With my hand still in his, Logan put his, and thus mine, behind my back and jerked me against him. He drew me into that sexy low-lidded gaze of his. “With the arrangements for the party, Maia being on school holidays, you working a million manuscripts at a time, and me working, I’ve barely had a chance to get you to myself. I’m grabbing time with you while I can get it. Even if it does involve shopping.”

“You have seen me,” I argued quietly and pointedly, my cheeks heating at the reminder of how many times he’d “seen” me in a week. “It must be a record or something.”

His lips twitched with amusement. “As fantastic as that is, babe, sometimes I want to spend time with you when we’re not having sex.”

“What a revelation,” I teased.

He gave me a deadpan look before leading me into the store. “Shop.”

I snorted at his demand but started looking around. Seeing the mounting boredom on Logan’s face, I moved a little faster and picked up some cute sarcastic slogan T-shirts I thought Maia would approve of, a pair of skinny jeans, some fashion jewelry, and a purse.

“You’re spoiling her,” Logan murmured as he stood at the checkout with me.

“She deserves a little spoiling. And look who’s talking, Mr. Laptop.”

Without warning, he kissed me. And not just a brush of lips against lips. It was a full-on, tongue-in-my-mouth, luscious, wet kiss.

“What was that for?” I whispered, perfectly aware of the burning stares from the retail assistant and other patrons.

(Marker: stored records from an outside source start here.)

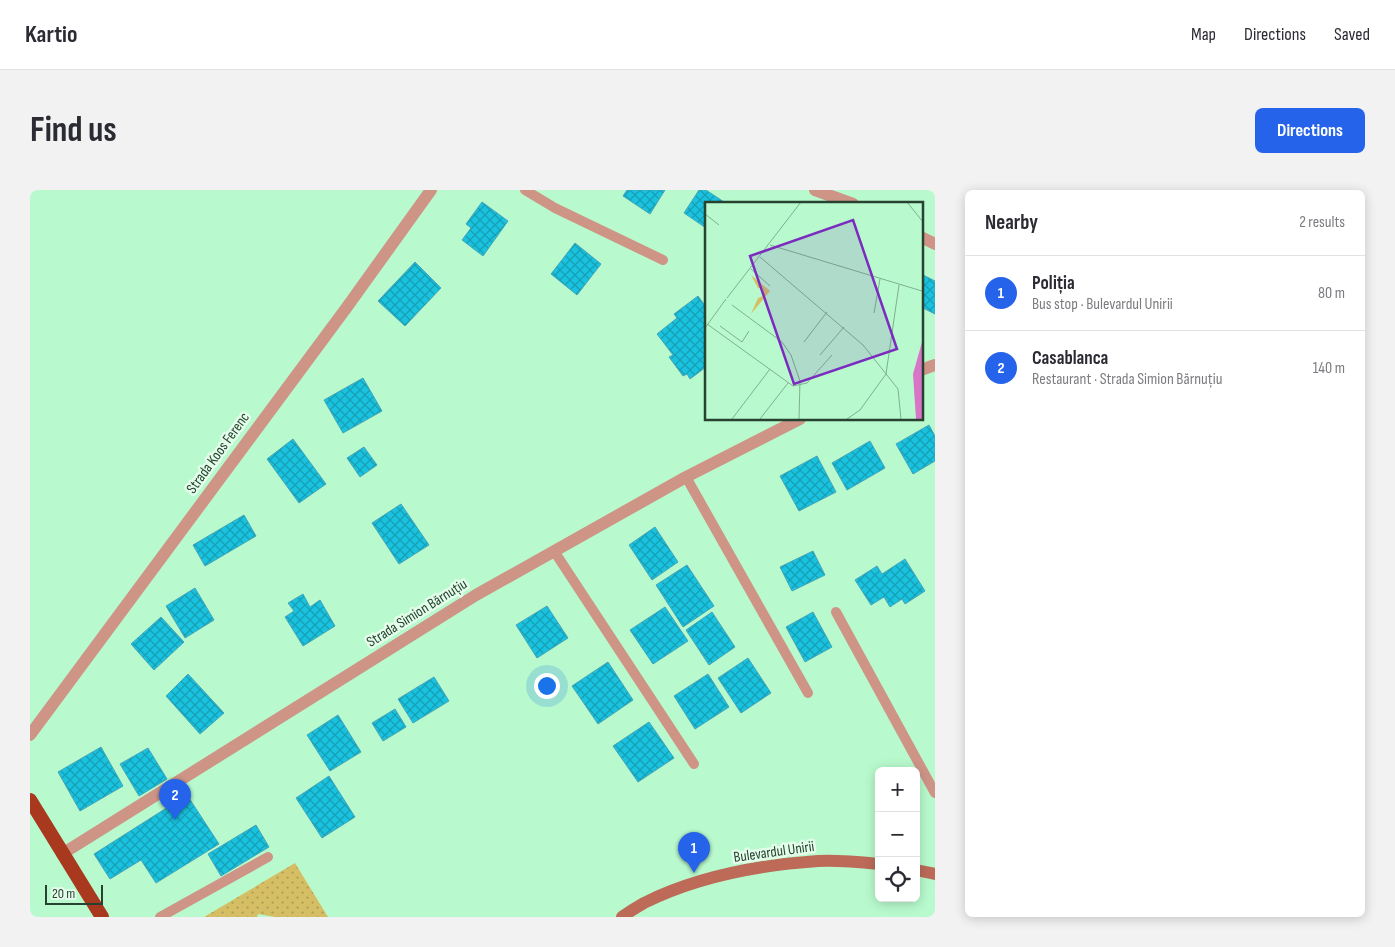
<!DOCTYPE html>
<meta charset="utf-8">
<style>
:root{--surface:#fff;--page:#f2f2f3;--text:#2b2b33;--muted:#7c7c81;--line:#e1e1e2;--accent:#2563eb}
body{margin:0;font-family:"Sofia Sans Condensed",sans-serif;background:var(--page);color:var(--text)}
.controls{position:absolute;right:15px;bottom:15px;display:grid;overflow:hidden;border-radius:8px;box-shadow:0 2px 12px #0003}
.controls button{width:45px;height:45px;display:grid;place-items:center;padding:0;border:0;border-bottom:1px solid var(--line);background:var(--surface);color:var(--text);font:25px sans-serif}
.scale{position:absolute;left:15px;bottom:12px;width:58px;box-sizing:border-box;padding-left:5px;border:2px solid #274230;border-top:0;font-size:14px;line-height:18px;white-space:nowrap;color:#274230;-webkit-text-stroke:4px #e3fdea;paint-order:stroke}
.you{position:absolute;left:516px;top:495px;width:18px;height:18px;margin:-12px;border:4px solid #fff;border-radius:50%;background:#1a73e8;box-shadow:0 0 0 8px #1a73e833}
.badge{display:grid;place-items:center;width:32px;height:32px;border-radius:50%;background:var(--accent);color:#fff;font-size:16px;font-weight:700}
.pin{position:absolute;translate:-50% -41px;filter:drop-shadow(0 1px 2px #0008)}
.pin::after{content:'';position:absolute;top:26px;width:18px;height:15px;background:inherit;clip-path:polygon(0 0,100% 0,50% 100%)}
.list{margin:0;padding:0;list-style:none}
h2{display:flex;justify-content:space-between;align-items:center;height:65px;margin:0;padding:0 20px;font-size:21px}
h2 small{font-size:16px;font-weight:400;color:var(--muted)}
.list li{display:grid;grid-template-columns:32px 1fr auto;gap:15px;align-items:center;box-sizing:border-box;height:75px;padding:0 20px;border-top:1px solid var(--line)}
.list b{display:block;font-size:19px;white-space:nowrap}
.list p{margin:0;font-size:16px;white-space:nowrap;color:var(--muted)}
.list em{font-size:16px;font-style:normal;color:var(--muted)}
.icon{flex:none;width:28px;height:28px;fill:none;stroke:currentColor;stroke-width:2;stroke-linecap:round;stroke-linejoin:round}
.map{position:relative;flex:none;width:905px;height:727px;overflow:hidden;border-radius:8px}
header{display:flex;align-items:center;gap:30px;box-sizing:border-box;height:70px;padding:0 25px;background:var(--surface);border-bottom:1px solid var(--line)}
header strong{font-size:24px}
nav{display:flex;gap:28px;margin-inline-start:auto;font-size:18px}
.intro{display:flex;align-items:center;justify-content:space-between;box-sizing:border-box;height:120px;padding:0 30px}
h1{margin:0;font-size:35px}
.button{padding:12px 22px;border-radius:8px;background:var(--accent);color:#fff;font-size:18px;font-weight:700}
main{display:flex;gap:30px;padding:0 30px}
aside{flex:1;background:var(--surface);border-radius:8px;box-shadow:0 2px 12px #0003}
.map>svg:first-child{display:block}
</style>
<header>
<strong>Kartio</strong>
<nav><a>Map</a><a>Directions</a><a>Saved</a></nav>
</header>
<div class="intro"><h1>Find us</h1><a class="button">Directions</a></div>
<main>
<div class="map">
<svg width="905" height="727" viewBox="0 0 905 727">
<defs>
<pattern id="grass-dots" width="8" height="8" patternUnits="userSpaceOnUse" patternTransform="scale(1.25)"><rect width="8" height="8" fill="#d6be65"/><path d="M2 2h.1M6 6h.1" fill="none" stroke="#ae9c54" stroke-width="1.8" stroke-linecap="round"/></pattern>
<pattern id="building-cross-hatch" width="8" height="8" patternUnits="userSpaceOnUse" patternTransform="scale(1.25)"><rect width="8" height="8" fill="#19c2df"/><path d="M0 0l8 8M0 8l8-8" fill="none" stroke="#169fb5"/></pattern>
</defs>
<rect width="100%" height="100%" fill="#b8facd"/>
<path fill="url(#grass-dots)" d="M 265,673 L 298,727 L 245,727 L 228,724 L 227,727 L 174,727 Z"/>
<path fill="url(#building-cross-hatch)" stroke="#49a5b8" d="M 597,0 L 635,0 L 620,24 L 593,6 Z
M 669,0 L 676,0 L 697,14 L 676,14 L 676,38 L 654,23 Z
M 452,12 L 478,31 L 453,66 L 432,50 L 441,38 L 436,34 Z
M 545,53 L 571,74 L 547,105 L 521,84 Z
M 385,72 L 411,98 L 375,136 L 348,111 Z
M 891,84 L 905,91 L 905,124 L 893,118 L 891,122 Z
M 668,106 L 676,117 L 676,177 L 660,189 L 657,184 L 653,186 L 639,167 L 643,165 L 627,144 L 647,128 L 644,124 Z
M 333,188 L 352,221 L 313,243 L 294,210 Z
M 899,235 L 905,246 L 905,271 L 883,284 L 866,254 Z
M 263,249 L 296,294 L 269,313 L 237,269 Z
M 840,251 L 855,278 L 817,300 L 802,273 Z
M 334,257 L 347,275 L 330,287 L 317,268 Z
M 787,266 L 806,302 L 769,321 L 750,286 Z
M 371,314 L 399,355 L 369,374 L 342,333 Z
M 214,325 L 226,346 L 175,376 L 163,355 Z
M 625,337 L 648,372 L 622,390 L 599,355 Z
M 783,361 L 795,385 L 762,401 L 750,377 Z
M 875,369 L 895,401 L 875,414 L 872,409 L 860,417 L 854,407 L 841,415 L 825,390 L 847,376 L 852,384 Z
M 657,375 L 684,416 L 653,437 L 626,395 Z
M 165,398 L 184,430 L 155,448 L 136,416 Z
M 273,404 L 280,417 L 290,410 L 305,436 L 273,456 L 255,427 L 264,421 L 258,413 Z
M 517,416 L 538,448 L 507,468 L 486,435 Z
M 635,417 L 658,451 L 623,474 L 600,440 Z
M 682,422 L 705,457 L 679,475 L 656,440 Z
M 783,422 L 802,457 L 775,472 L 756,437 Z
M 131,427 L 154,452 L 124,480 L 101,454 Z
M 718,468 L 741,503 L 711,523 L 688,488 Z
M 578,472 L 603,510 L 568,534 L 542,496 Z
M 158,484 L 194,523 L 170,544 L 136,506 Z
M 678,484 L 699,517 L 665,539 L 644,506 Z
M 404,487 L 419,511 L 383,533 L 368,509 Z
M 365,519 L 376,537 L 353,551 L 342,533 Z
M 308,525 L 331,562 L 300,581 L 277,545 Z
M 619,532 L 644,568 L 608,592 L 583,556 Z
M 71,557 L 93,596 L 50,621 L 28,582 Z
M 118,558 L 137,589 L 109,606 L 90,574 Z
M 299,586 L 325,627 L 292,648 L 266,608 Z
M 157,605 L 189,654 L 126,693 L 111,670 L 80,689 L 64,664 Z
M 226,635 L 239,657 L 191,686 L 178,664 Z"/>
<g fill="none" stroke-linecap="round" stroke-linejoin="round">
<path stroke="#ce9587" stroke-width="10" d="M 495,0 L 525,18 L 633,70
M 656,287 L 778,503
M 524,361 L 664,574
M 806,422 L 905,603
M 130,727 L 238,667"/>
<path stroke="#ce9587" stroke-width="12" d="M 785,0 L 823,14
M 891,47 L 905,54
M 891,180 L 905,175
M 0,545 L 317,117 L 401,0
M 32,664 L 446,405 L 656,287 L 770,229"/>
<path stroke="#bd6b58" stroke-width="12" d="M 886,680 L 905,684
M 592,727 C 599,722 607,717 614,713 C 666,687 730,675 788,671 C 808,670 829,672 849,674"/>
<path stroke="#a8391e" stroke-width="14" d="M 0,610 L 72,727"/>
</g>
<g text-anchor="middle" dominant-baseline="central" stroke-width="5" stroke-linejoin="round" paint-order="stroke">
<g font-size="15" fill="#274230" stroke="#e3fdea">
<text transform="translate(188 263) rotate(-54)">Strada Koos Ferenc</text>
<text transform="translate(387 423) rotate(-32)">Strada Simion Bărnuțiu</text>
<text transform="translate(744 662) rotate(-8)">Bulevardul Unirii</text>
</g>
</g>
<g transform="translate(675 12)">
<rect width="218" height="218" fill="#b8facd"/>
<path d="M 46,73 L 65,89 L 46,112 L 53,96 L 58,94 L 56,86 L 53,86 Z" fill="#d6be65"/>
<path d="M 217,140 L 217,217 L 211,217 L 208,172 Z" fill="#d975c7"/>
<path fill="none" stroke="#7eb08e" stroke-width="1" d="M 202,0 L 218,20M 0,12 L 14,23M 65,43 L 217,89M 55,55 L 158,143 L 193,187 L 196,217M 46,67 L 65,84M 22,96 L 96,0M 27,103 L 77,140 L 86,153 L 95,179 L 94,217M 169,111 L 175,77M 2,122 L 88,184 L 102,181 L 127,153M 15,124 L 37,140 L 44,129M 0,126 L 21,97M 99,140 L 122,110M 115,153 L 139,125M 27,217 L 65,167M 55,217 L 83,181M 142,217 L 155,208 L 181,172 L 194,83"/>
<path fill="#7b2cbf" fill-opacity="0.15" stroke="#7b2cbf" stroke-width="2.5" d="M 148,18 L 192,147 L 89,182 L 45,54 Z"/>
<rect width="218" height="218" fill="none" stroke="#274230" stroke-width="2.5"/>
</g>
</svg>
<div class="controls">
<button>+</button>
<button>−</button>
<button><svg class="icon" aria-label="locate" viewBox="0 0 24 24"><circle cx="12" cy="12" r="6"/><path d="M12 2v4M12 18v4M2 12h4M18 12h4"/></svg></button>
</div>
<div class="scale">20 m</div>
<div class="you"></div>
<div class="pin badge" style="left:664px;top:683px">1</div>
<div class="pin badge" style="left:145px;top:630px">2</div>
</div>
<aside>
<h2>Nearby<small>2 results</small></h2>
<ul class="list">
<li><span class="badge">1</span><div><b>Poliția</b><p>Bus stop · Bulevardul Unirii</p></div><em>80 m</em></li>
<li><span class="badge">2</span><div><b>Casablanca</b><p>Restaurant · Strada Simion Bărnuțiu</p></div><em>140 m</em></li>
</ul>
</aside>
</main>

Logan didn’t answer, but the expression on his face… the look in his eyes… the emotion they conveyed were so overwhelming I had to look away.

I wanted to believe so much in that look on his face, and yet I was still terrified too.

The girl ringing up my presents for Maia stared at me with open envy. I squirmed at her assessing stare and looked down at my purse.

There it was again.

Why was he with her?

My mood plummeted, the high of buying Maia gifts slowly flowing out of me as we wandered back down Princes Street.

“Let’s grab something to eat,” Logan said, and I nodded absentmindedly. “What do you fancy?”

“Anything.”

He led us uphill off Princes Street and hailed a cab. As soon as we got inside it, he gave the guy our home address. I stared at him in question.

Logan shrugged. “Maybe if I get you home you’ll relax. You’ve been tense the whole time we’ve been out.”

My lips parted in surprise at his observation. I didn’t realize he was that perceptive. “I’m fine,” I lied.

His expression darkened. “Don’t lie to me.”

“It’s nothing,” I assured him. “It’s silly. My own insecurities. I’m working on it, but I can’t work on it if you take us home.”

“Tell me what’s going on in that head of yours.”

I glanced over at the cabdriver, but he didn’t appear to paying much attention to us. “It’s silly.”

“You said that already.”

Heeding the warning in his impatient tone, I blurted out, “I feel like people are staring at us and wondering why the hell you’re with me.”